## TO DO
Your reply should hold only the lines from the records below where "auto" occurs.

Collected data
======
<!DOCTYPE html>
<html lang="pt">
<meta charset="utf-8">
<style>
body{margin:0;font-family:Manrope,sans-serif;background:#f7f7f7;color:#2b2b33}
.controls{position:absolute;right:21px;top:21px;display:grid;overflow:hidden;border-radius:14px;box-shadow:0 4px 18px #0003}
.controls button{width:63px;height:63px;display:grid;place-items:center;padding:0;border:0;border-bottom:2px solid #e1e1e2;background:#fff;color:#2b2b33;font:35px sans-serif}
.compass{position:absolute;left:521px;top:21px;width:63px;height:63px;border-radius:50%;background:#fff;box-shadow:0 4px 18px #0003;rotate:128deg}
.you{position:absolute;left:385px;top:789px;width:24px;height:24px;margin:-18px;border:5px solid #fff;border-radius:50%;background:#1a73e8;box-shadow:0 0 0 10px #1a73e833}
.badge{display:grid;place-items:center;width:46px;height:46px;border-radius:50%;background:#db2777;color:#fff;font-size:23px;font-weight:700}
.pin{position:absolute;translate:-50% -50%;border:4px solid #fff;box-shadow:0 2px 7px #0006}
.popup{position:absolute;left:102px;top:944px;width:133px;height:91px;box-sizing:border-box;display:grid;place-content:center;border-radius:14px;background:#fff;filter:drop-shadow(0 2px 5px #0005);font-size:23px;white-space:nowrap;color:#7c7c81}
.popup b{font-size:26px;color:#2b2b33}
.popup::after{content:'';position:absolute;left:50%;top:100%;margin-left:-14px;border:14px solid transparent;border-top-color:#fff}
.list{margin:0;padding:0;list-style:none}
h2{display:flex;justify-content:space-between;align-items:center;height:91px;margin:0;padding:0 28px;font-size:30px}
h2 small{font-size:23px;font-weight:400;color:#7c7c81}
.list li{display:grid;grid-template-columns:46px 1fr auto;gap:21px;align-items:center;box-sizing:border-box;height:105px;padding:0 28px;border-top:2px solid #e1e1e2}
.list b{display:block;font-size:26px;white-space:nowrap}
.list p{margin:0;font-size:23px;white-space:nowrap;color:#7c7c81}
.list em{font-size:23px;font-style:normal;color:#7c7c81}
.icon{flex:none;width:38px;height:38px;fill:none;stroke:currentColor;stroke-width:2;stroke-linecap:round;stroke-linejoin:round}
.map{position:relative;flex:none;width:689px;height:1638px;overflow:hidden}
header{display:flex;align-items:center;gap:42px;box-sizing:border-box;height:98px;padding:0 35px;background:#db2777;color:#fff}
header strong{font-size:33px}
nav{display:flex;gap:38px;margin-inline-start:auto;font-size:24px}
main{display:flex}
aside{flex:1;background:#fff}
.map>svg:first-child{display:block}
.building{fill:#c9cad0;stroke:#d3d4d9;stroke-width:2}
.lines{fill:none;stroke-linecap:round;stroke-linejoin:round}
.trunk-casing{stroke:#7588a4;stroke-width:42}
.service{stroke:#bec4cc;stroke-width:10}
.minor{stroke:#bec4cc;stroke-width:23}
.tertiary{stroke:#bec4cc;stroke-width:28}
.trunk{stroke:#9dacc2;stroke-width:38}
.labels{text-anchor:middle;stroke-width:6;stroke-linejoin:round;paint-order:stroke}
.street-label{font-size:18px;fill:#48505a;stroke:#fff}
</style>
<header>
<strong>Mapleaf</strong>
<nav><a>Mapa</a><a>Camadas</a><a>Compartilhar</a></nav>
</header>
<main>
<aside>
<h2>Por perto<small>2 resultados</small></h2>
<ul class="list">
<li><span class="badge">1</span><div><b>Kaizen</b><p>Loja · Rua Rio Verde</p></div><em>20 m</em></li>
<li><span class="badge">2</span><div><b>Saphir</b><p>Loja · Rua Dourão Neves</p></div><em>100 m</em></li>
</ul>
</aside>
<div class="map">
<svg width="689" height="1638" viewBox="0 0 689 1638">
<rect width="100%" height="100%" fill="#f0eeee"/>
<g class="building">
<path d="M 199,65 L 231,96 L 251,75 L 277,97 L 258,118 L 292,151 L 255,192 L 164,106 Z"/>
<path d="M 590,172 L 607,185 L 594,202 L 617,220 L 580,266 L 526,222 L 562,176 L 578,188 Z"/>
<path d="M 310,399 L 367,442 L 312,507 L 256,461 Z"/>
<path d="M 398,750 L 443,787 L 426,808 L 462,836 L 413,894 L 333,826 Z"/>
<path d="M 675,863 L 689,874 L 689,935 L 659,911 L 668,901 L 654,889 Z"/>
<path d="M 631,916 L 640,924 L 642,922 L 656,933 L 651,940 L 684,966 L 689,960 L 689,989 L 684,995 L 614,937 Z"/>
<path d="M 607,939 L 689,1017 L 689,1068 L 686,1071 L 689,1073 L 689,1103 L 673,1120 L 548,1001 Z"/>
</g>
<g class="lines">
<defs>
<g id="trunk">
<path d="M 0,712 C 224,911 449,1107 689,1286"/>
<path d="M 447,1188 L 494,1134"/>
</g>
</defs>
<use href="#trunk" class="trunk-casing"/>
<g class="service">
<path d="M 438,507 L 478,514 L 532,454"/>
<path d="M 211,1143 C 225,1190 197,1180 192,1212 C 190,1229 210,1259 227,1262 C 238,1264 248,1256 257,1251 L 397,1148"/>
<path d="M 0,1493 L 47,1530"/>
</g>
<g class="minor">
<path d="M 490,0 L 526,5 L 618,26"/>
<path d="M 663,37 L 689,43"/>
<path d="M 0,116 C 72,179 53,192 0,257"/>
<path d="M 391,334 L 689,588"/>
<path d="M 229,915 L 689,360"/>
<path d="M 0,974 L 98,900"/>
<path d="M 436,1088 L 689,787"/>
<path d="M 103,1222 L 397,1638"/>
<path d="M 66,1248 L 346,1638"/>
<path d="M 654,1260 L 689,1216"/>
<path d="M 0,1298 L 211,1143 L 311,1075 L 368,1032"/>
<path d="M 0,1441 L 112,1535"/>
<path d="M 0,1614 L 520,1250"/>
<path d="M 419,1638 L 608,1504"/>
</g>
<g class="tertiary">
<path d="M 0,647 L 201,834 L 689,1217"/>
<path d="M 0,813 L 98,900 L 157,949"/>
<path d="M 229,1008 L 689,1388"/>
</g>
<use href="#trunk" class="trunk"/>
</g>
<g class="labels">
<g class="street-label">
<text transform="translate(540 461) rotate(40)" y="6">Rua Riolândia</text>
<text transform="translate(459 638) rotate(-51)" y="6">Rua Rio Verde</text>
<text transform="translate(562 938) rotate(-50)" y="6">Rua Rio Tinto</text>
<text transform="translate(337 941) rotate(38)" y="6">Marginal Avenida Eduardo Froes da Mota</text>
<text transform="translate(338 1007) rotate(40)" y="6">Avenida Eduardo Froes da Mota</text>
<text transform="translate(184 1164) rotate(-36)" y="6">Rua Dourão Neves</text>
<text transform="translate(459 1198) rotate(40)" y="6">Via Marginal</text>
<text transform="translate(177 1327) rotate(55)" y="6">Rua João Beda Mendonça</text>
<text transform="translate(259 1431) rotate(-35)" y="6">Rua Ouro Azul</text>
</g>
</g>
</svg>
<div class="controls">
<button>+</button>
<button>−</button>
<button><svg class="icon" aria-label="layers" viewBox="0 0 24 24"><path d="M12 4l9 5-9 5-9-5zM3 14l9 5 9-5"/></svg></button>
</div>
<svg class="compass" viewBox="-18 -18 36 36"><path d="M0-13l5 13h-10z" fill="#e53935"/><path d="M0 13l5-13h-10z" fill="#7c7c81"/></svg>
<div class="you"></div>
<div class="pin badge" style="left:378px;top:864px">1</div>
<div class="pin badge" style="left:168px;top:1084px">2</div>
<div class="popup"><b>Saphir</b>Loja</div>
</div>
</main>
======
## RESULT OF THIS TASK
.list li{display:grid;grid-template-columns:46px 1fr auto;gap:21px;align-items:center;box-sizing:border-box;height:105px;padding:0 28px;border-top:2px solid #e1e1e2}
nav{display:flex;gap:38px;margin-inline-start:auto;font-size:24px}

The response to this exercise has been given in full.